----- Data supplied -----
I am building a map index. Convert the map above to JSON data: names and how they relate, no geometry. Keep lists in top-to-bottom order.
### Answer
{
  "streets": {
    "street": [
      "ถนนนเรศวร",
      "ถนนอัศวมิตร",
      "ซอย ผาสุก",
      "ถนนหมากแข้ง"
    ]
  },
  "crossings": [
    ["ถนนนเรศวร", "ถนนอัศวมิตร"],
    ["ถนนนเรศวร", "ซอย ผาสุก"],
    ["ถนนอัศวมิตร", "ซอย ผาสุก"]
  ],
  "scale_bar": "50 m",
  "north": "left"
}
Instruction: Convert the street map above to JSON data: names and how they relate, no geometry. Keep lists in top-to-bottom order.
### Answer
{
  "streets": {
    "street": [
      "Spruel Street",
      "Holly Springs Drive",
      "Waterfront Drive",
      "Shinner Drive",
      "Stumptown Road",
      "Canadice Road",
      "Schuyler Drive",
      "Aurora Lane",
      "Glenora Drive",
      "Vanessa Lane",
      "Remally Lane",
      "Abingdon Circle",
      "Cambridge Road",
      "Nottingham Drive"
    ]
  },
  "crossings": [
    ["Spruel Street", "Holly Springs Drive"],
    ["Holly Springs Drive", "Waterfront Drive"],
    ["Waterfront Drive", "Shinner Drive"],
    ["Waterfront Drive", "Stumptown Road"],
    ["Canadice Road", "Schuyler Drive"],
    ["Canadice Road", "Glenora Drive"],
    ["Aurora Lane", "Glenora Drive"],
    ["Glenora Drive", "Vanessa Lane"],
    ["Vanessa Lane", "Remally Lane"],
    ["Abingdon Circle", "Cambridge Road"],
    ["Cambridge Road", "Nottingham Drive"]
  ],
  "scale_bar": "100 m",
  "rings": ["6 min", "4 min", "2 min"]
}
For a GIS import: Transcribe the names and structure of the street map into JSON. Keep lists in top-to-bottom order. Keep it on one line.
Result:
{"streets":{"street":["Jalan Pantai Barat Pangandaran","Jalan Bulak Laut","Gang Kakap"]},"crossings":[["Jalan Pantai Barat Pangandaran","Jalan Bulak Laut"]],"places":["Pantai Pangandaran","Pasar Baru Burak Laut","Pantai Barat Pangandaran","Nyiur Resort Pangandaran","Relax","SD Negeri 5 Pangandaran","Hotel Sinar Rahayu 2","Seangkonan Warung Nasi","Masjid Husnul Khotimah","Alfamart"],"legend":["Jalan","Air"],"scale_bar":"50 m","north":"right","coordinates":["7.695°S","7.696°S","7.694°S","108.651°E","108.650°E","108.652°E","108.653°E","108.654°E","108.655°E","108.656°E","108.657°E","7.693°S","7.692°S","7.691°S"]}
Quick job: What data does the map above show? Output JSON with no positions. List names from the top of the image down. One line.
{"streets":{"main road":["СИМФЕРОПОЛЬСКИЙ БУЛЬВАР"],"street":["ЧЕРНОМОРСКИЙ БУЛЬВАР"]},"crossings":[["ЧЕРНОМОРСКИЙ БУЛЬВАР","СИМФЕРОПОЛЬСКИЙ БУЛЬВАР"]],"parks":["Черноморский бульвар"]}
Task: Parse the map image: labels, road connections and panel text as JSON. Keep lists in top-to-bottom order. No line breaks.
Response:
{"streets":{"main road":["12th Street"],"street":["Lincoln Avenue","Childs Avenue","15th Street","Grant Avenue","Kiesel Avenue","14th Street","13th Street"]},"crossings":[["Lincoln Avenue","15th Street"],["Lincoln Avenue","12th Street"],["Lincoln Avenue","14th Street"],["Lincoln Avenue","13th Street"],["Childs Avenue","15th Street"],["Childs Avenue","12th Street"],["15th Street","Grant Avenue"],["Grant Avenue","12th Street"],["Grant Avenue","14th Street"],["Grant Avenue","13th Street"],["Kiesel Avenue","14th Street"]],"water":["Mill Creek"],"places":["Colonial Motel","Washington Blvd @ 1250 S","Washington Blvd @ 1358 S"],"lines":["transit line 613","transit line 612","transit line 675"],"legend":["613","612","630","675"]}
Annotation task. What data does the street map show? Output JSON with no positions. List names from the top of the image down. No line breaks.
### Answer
-----
Task brief :: In full and without change, transcribe the entries.

Solution to the exercise ::
I am building a map index. Convert the map above to JSON data: names and how they relate, no geometry. Keep lists in top-to-bottom order.
### Answer
{
  "streets": {
    "street": [
      "ถนนนเรศวร",
      "ถนนอัศวมิตร",
      "ซอย ผาสุก",
      "ถนนหมากแข้ง"
    ]
  },
  "crossings": [
    ["ถนนนเรศวร", "ถนนอัศวมิตร"],
    ["ถนนนเรศวร", "ซอย ผาสุก"],
    ["ถนนอัศวมิตร", "ซอย ผาสุก"]
  ],
  "scale_bar": "50 m",
  "north": "left"
}
Instruction: Convert the street map above to JSON data: names and how they relate, no geometry. Keep lists in top-to-bottom order.
### Answer
{
  "streets": {
    "street": [
      "Spruel Street",
      "Holly Springs Drive",
      "Waterfront Drive",
      "Shinner Drive",
      "Stumptown Road",
      "Canadice Road",
      "Schuyler Drive",
      "Aurora Lane",
      "Glenora Drive",
      "Vanessa Lane",
      "Remally Lane",
      "Abingdon Circle",
      "Cambridge Road",
      "Nottingham Drive"
    ]
  },
  "crossings": [
    ["Spruel Street", "Holly Springs Drive"],
    ["Holly Springs Drive", "Waterfront Drive"],
    ["Waterfront Drive", "Shinner Drive"],
    ["Waterfront Drive", "Stumptown Road"],
    ["Canadice Road", "Schuyler Drive"],
    ["Canadice Road", "Glenora Drive"],
    ["Aurora Lane", "Glenora Drive"],
    ["Glenora Drive", "Vanessa Lane"],
    ["Vanessa Lane", "Remally Lane"],
    ["Abingdon Circle", "Cambridge Road"],
    ["Cambridge Road", "Nottingham Drive"]
  ],
  "scale_bar": "100 m",
  "rings": ["6 min", "4 min", "2 min"]
}
For a GIS import: Transcribe the names and structure of the street map into JSON. Keep lists in top-to-bottom order. Keep it on one line.
Result:
{"streets":{"street":["Jalan Pantai Barat Pangandaran","Jalan Bulak Laut","Gang Kakap"]},"crossings":[["Jalan Pantai Barat Pangandaran","Jalan Bulak Laut"]],"places":["Pantai Pangandaran","Pasar Baru Burak Laut","Pantai Barat Pangandaran","Nyiur Resort Pangandaran","Relax","SD Negeri 5 Pangandaran","Hotel Sinar Rahayu 2","Seangkonan Warung Nasi","Masjid Husnul Khotimah","Alfamart"],"legend":["Jalan","Air"],"scale_bar":"50 m","north":"right","coordinates":["7.695°S","7.696°S","7.694°S","108.651°E","108.650°E","108.652°E","108.653°E","108.654°E","108.655°E","108.656°E","108.657°E","7.693°S","7.692°S","7.691°S"]}
Quick job: What data does the map above show? Output JSON with no positions. List names from the top of the image down. One line.
{"streets":{"main road":["СИМФЕРОПОЛЬСКИЙ БУЛЬВАР"],"street":["ЧЕРНОМОРСКИЙ БУЛЬВАР"]},"crossings":[["ЧЕРНОМОРСКИЙ БУЛЬВАР","СИМФЕРОПОЛЬСКИЙ БУЛЬВАР"]],"parks":["Черноморский бульвар"]}
Task: Parse the map image: labels, road connections and panel text as JSON. Keep lists in top-to-bottom order. No line breaks.
Response:
{"streets":{"main road":["12th Street"],"street":["Lincoln Avenue","Childs Avenue","15th Street","Grant Avenue","Kiesel Avenue","14th Street","13th Street"]},"crossings":[["Lincoln Avenue","15th Street"],["Lincoln Avenue","12th Street"],["Lincoln Avenue","14th Street"],["Lincoln Avenue","13th Street"],["Childs Avenue","15th Street"],["Childs Avenue","12th Street"],["15th Street","Grant Avenue"],["Grant Avenue","12th Street"],["Grant Avenue","14th Street"],["Grant Avenue","13th Street"],["Kiesel Avenue","14th Street"]],"water":["Mill Creek"],"places":["Colonial Motel","Washington Blvd @ 1250 S","Washington Blvd @ 1358 S"],"lines":["transit line 613","transit line 612","transit line 675"],"legend":["613","612","630","675"]}
Annotation task. What data does the street map show? Output JSON with no positions. List names from the top of the image down. No line breaks.
### Answer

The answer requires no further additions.